**TASK BRIEF**
Tell how many lines in these records contain the string "Grosvenor", with only the number as the reply.

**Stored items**
--------------------

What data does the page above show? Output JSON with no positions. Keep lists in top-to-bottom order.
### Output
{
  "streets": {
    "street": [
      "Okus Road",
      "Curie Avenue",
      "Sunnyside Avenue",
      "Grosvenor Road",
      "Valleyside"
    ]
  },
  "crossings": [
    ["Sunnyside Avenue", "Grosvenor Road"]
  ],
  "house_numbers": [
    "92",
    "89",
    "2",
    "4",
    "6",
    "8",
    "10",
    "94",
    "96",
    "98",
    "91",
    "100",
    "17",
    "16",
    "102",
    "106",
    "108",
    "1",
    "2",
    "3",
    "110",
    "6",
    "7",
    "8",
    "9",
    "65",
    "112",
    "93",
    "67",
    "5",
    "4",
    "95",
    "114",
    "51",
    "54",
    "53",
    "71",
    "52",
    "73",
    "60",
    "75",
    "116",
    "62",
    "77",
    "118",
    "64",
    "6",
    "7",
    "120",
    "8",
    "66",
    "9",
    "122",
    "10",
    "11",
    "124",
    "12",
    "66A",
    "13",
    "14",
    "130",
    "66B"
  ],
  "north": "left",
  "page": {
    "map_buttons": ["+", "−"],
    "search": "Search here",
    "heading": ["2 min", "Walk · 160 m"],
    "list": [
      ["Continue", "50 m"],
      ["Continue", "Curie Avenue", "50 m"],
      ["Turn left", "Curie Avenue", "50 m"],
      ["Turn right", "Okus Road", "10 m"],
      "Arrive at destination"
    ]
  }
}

--------------------

**RESULT**
2